### Work instruction:
Below is a listing; transcribe it exactly but without any images.

### Available data:
-- Opening Marker --

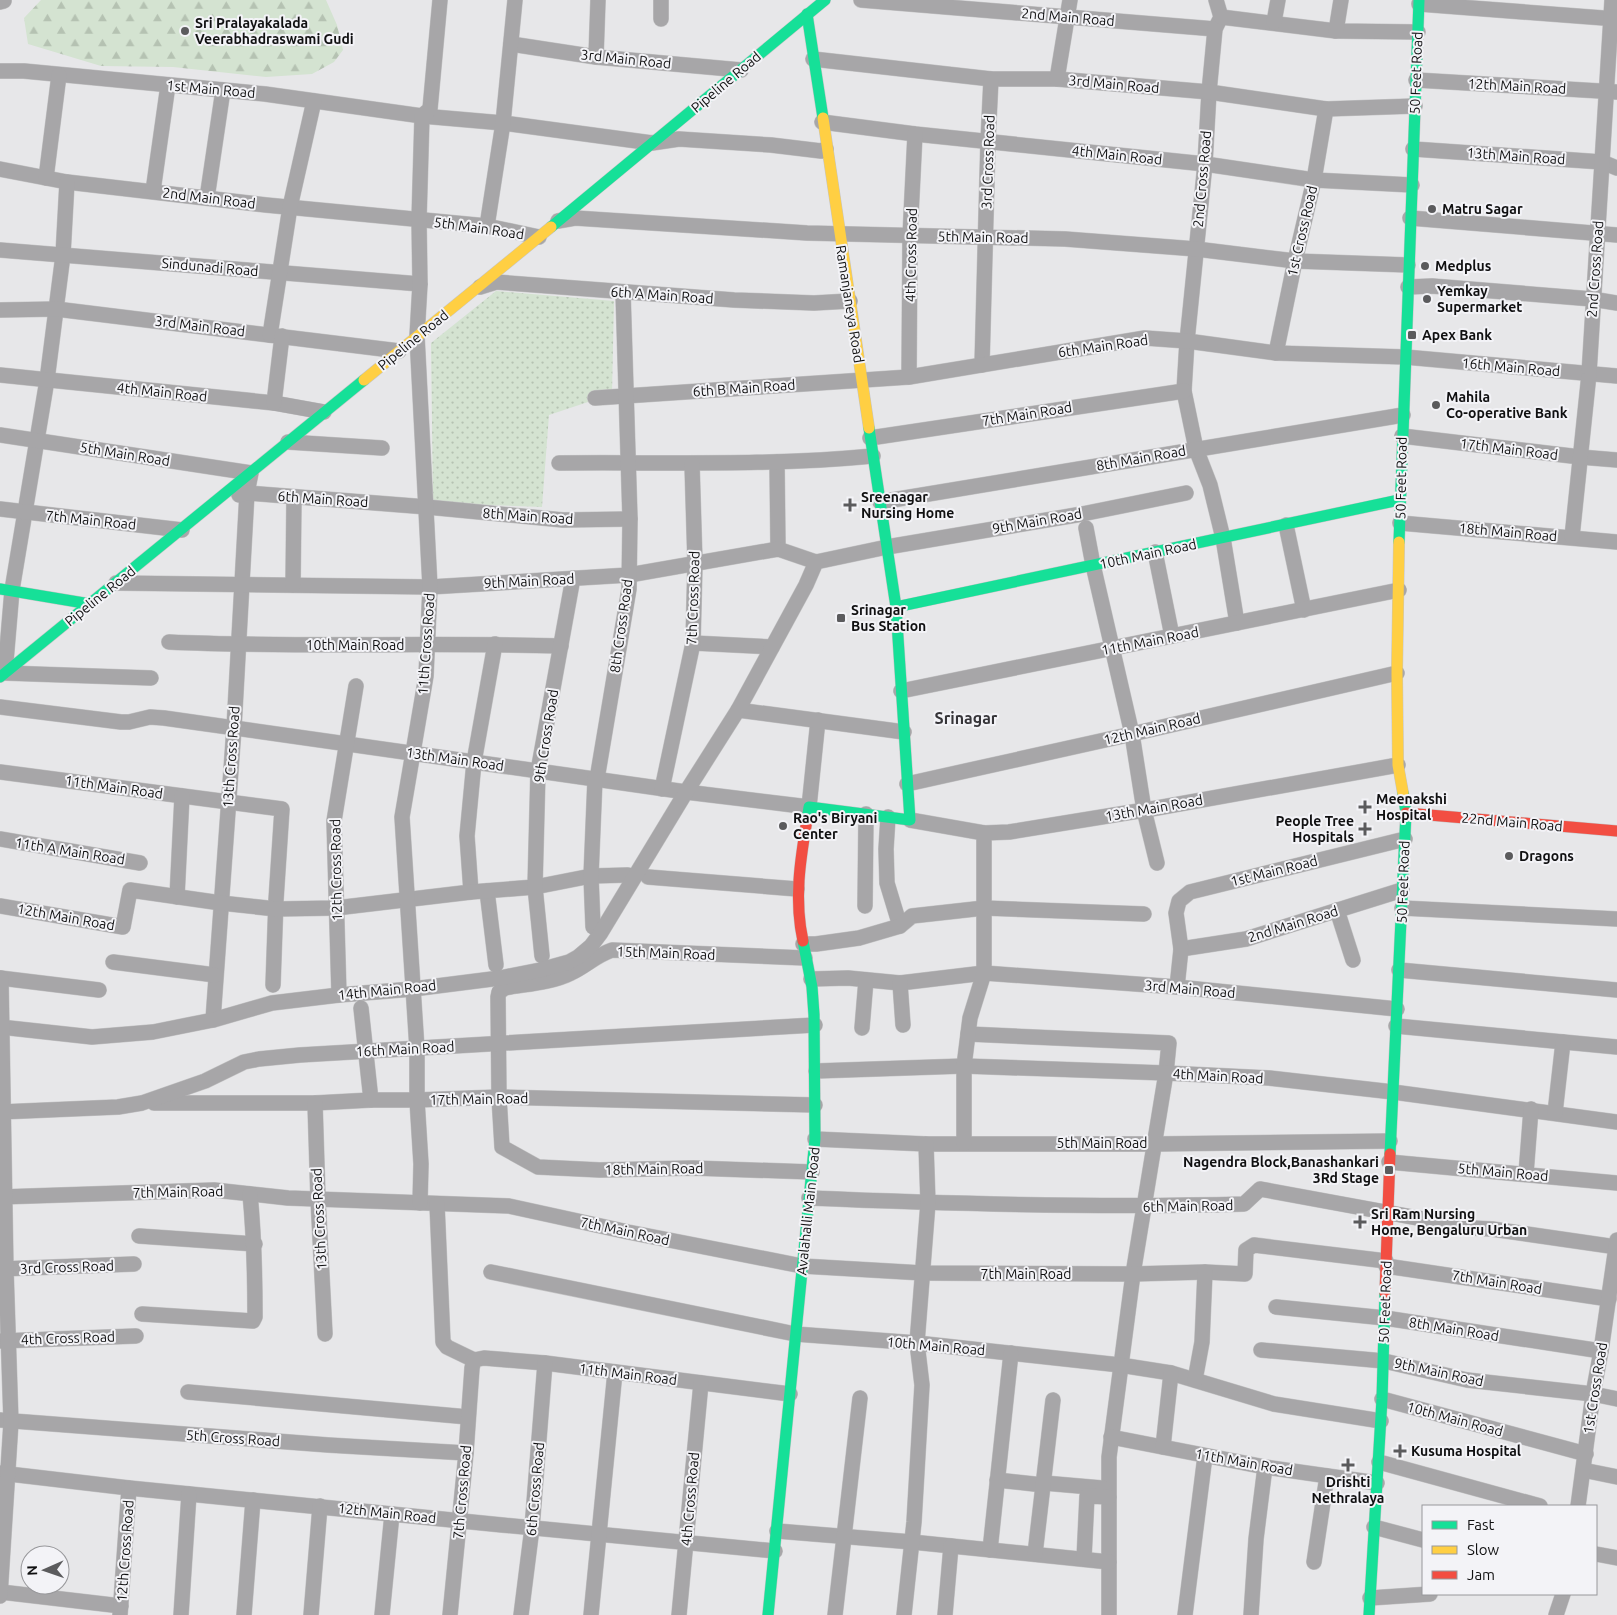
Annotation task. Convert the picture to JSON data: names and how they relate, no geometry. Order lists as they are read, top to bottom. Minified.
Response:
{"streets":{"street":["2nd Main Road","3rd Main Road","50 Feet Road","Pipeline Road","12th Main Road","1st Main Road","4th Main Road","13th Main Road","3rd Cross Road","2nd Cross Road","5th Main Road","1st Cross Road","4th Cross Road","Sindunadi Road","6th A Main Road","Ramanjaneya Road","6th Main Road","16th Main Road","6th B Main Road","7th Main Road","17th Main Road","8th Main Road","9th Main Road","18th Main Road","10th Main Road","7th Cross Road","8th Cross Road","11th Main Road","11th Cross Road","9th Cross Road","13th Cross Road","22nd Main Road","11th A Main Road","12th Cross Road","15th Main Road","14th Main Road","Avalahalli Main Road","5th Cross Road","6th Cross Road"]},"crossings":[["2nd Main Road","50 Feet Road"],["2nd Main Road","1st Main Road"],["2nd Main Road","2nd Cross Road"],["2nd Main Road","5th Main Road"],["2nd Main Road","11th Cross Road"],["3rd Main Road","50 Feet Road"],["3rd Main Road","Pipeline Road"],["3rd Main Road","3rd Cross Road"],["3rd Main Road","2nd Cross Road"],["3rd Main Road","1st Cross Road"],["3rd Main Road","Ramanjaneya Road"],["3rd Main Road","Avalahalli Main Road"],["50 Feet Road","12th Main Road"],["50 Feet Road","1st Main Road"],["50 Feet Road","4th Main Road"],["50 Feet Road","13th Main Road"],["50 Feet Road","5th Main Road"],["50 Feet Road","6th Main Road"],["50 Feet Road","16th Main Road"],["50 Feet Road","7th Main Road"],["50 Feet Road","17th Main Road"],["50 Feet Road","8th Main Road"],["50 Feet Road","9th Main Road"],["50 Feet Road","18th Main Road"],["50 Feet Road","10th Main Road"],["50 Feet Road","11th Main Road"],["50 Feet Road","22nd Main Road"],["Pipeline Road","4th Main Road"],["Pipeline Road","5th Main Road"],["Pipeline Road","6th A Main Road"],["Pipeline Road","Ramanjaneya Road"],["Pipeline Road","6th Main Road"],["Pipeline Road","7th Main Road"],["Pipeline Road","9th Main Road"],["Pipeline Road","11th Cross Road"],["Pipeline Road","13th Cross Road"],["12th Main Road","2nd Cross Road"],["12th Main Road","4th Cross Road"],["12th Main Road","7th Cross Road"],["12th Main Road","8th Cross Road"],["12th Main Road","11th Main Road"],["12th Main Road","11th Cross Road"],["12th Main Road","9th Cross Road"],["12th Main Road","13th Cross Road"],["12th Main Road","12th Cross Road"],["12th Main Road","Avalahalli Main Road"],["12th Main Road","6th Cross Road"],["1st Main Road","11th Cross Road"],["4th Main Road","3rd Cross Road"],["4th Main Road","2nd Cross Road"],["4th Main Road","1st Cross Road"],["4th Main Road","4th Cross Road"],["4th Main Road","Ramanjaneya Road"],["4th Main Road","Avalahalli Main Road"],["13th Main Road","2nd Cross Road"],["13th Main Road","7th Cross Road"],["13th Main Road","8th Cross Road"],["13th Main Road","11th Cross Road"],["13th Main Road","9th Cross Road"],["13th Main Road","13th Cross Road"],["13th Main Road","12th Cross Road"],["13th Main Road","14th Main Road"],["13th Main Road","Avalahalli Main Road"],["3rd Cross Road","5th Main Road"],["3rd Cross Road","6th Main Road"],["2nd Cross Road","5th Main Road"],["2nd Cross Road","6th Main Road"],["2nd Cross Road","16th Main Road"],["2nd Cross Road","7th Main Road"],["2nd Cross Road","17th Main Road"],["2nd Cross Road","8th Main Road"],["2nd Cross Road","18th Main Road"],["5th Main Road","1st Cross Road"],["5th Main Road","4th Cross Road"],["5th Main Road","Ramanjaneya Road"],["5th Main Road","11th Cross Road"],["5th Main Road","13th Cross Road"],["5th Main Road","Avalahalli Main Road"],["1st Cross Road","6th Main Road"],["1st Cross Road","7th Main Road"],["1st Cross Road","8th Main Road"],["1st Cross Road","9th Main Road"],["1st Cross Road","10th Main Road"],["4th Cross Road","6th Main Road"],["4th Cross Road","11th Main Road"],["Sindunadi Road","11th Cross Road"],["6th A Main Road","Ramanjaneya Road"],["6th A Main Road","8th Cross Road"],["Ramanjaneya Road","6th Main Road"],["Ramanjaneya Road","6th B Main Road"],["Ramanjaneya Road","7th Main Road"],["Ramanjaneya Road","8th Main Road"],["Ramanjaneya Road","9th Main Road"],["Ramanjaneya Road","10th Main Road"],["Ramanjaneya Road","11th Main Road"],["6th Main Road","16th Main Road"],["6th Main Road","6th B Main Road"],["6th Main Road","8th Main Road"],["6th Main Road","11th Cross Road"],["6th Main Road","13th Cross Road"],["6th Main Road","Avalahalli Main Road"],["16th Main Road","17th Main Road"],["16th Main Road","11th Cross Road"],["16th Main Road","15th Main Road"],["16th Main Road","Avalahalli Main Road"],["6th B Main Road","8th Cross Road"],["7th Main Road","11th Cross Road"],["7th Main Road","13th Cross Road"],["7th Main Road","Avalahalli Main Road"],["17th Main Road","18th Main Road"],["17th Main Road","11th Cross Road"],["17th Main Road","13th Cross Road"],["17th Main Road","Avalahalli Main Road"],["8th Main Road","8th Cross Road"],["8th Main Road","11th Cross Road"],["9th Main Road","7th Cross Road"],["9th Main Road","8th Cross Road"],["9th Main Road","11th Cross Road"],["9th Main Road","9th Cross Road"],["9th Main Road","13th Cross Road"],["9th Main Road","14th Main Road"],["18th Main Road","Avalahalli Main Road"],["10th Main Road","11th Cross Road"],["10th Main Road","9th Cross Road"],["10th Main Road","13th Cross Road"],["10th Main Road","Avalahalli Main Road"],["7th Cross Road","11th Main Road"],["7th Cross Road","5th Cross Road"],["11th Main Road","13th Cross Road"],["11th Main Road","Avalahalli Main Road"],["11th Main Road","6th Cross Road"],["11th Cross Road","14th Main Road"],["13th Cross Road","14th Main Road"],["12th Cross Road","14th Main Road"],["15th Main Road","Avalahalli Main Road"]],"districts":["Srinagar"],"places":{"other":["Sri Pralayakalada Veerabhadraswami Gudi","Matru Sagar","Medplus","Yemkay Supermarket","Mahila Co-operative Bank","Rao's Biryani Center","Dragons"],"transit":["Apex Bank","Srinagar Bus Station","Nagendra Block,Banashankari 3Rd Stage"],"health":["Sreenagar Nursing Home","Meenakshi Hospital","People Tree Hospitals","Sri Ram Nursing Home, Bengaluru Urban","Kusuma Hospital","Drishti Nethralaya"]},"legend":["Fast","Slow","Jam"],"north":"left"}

-- Closing Marker --

### Result of this exercise:
Annotation task. Convert the picture to JSON data: names and how they relate, no geometry. Order lists as they are read, top to bottom. Minified.
Response:
{"streets":{"street":["2nd Main Road","3rd Main Road","50 Feet Road","Pipeline Road","12th Main Road","1st Main Road","4th Main Road","13th Main Road","3rd Cross Road","2nd Cross Road","5th Main Road","1st Cross Road","4th Cross Road","Sindunadi Road","6th A Main Road","Ramanjaneya Road","6th Main Road","16th Main Road","6th B Main Road","7th Main Road","17th Main Road","8th Main Road","9th Main Road","18th Main Road","10th Main Road","7th Cross Road","8th Cross Road","11th Main Road","11th Cross Road","9th Cross Road","13th Cross Road","22nd Main Road","11th A Main Road","12th Cross Road","15th Main Road","14th Main Road","Avalahalli Main Road","5th Cross Road","6th Cross Road"]},"crossings":[["2nd Main Road","50 Feet Road"],["2nd Main Road","1st Main Road"],["2nd Main Road","2nd Cross Road"],["2nd Main Road","5th Main Road"],["2nd Main Road","11th Cross Road"],["3rd Main Road","50 Feet Road"],["3rd Main Road","Pipeline Road"],["3rd Main Road","3rd Cross Road"],["3rd Main Road","2nd Cross Road"],["3rd Main Road","1st Cross Road"],["3rd Main Road","Ramanjaneya Road"],["3rd Main Road","Avalahalli Main Road"],["50 Feet Road","12th Main Road"],["50 Feet Road","1st Main Road"],["50 Feet Road","4th Main Road"],["50 Feet Road","13th Main Road"],["50 Feet Road","5th Main Road"],["50 Feet Road","6th Main Road"],["50 Feet Road","16th Main Road"],["50 Feet Road","7th Main Road"],["50 Feet Road","17th Main Road"],["50 Feet Road","8th Main Road"],["50 Feet Road","9th Main Road"],["50 Feet Road","18th Main Road"],["50 Feet Road","10th Main Road"],["50 Feet Road","11th Main Road"],["50 Feet Road","22nd Main Road"],["Pipeline Road","4th Main Road"],["Pipeline Road","5th Main Road"],["Pipeline Road","6th A Main Road"],["Pipeline Road","Ramanjaneya Road"],["Pipeline Road","6th Main Road"],["Pipeline Road","7th Main Road"],["Pipeline Road","9th Main Road"],["Pipeline Road","11th Cross Road"],["Pipeline Road","13th Cross Road"],["12th Main Road","2nd Cross Road"],["12th Main Road","4th Cross Road"],["12th Main Road","7th Cross Road"],["12th Main Road","8th Cross Road"],["12th Main Road","11th Main Road"],["12th Main Road","11th Cross Road"],["12th Main Road","9th Cross Road"],["12th Main Road","13th Cross Road"],["12th Main Road","12th Cross Road"],["12th Main Road","Avalahalli Main Road"],["12th Main Road","6th Cross Road"],["1st Main Road","11th Cross Road"],["4th Main Road","3rd Cross Road"],["4th Main Road","2nd Cross Road"],["4th Main Road","1st Cross Road"],["4th Main Road","4th Cross Road"],["4th Main Road","Ramanjaneya Road"],["4th Main Road","Avalahalli Main Road"],["13th Main Road","2nd Cross Road"],["13th Main Road","7th Cross Road"],["13th Main Road","8th Cross Road"],["13th Main Road","11th Cross Road"],["13th Main Road","9th Cross Road"],["13th Main Road","13th Cross Road"],["13th Main Road","12th Cross Road"],["13th Main Road","14th Main Road"],["13th Main Road","Avalahalli Main Road"],["3rd Cross Road","5th Main Road"],["3rd Cross Road","6th Main Road"],["2nd Cross Road","5th Main Road"],["2nd Cross Road","6th Main Road"],["2nd Cross Road","16th Main Road"],["2nd Cross Road","7th Main Road"],["2nd Cross Road","17th Main Road"],["2nd Cross Road","8th Main Road"],["2nd Cross Road","18th Main Road"],["5th Main Road","1st Cross Road"],["5th Main Road","4th Cross Road"],["5th Main Road","Ramanjaneya Road"],["5th Main Road","11th Cross Road"],["5th Main Road","13th Cross Road"],["5th Main Road","Avalahalli Main Road"],["1st Cross Road","6th Main Road"],["1st Cross Road","7th Main Road"],["1st Cross Road","8th Main Road"],["1st Cross Road","9th Main Road"],["1st Cross Road","10th Main Road"],["4th Cross Road","6th Main Road"],["4th Cross Road","11th Main Road"],["Sindunadi Road","11th Cross Road"],["6th A Main Road","Ramanjaneya Road"],["6th A Main Road","8th Cross Road"],["Ramanjaneya Road","6th Main Road"],["Ramanjaneya Road","6th B Main Road"],["Ramanjaneya Road","7th Main Road"],["Ramanjaneya Road","8th Main Road"],["Ramanjaneya Road","9th Main Road"],["Ramanjaneya Road","10th Main Road"],["Ramanjaneya Road","11th Main Road"],["6th Main Road","16th Main Road"],["6th Main Road","6th B Main Road"],["6th Main Road","8th Main Road"],["6th Main Road","11th Cross Road"],["6th Main Road","13th Cross Road"],["6th Main Road","Avalahalli Main Road"],["16th Main Road","17th Main Road"],["16th Main Road","11th Cross Road"],["16th Main Road","15th Main Road"],["16th Main Road","Avalahalli Main Road"],["6th B Main Road","8th Cross Road"],["7th Main Road","11th Cross Road"],["7th Main Road","13th Cross Road"],["7th Main Road","Avalahalli Main Road"],["17th Main Road","18th Main Road"],["17th Main Road","11th Cross Road"],["17th Main Road","13th Cross Road"],["17th Main Road","Avalahalli Main Road"],["8th Main Road","8th Cross Road"],["8th Main Road","11th Cross Road"],["9th Main Road","7th Cross Road"],["9th Main Road","8th Cross Road"],["9th Main Road","11th Cross Road"],["9th Main Road","9th Cross Road"],["9th Main Road","13th Cross Road"],["9th Main Road","14th Main Road"],["18th Main Road","Avalahalli Main Road"],["10th Main Road","11th Cross Road"],["10th Main Road","9th Cross Road"],["10th Main Road","13th Cross Road"],["10th Main Road","Avalahalli Main Road"],["7th Cross Road","11th Main Road"],["7th Cross Road","5th Cross Road"],["11th Main Road","13th Cross Road"],["11th Main Road","Avalahalli Main Road"],["11th Main Road","6th Cross Road"],["11th Cross Road","14th Main Road"],["13th Cross Road","14th Main Road"],["12th Cross Road","14th Main Road"],["15th Main Road","Avalahalli Main Road"]],"districts":["Srinagar"],"places":{"other":["Sri Pralayakalada Veerabhadraswami Gudi","Matru Sagar","Medplus","Yemkay Supermarket","Mahila Co-operative Bank","Rao's Biryani Center","Dragons"],"transit":["Apex Bank","Srinagar Bus Station","Nagendra Block,Banashankari 3Rd Stage"],"health":["Sreenagar Nursing Home","Meenakshi Hospital","People Tree Hospitals","Sri Ram Nursing Home, Bengaluru Urban","Kusuma Hospital","Drishti Nethralaya"]},"legend":["Fast","Slow","Jam"],"north":"left"}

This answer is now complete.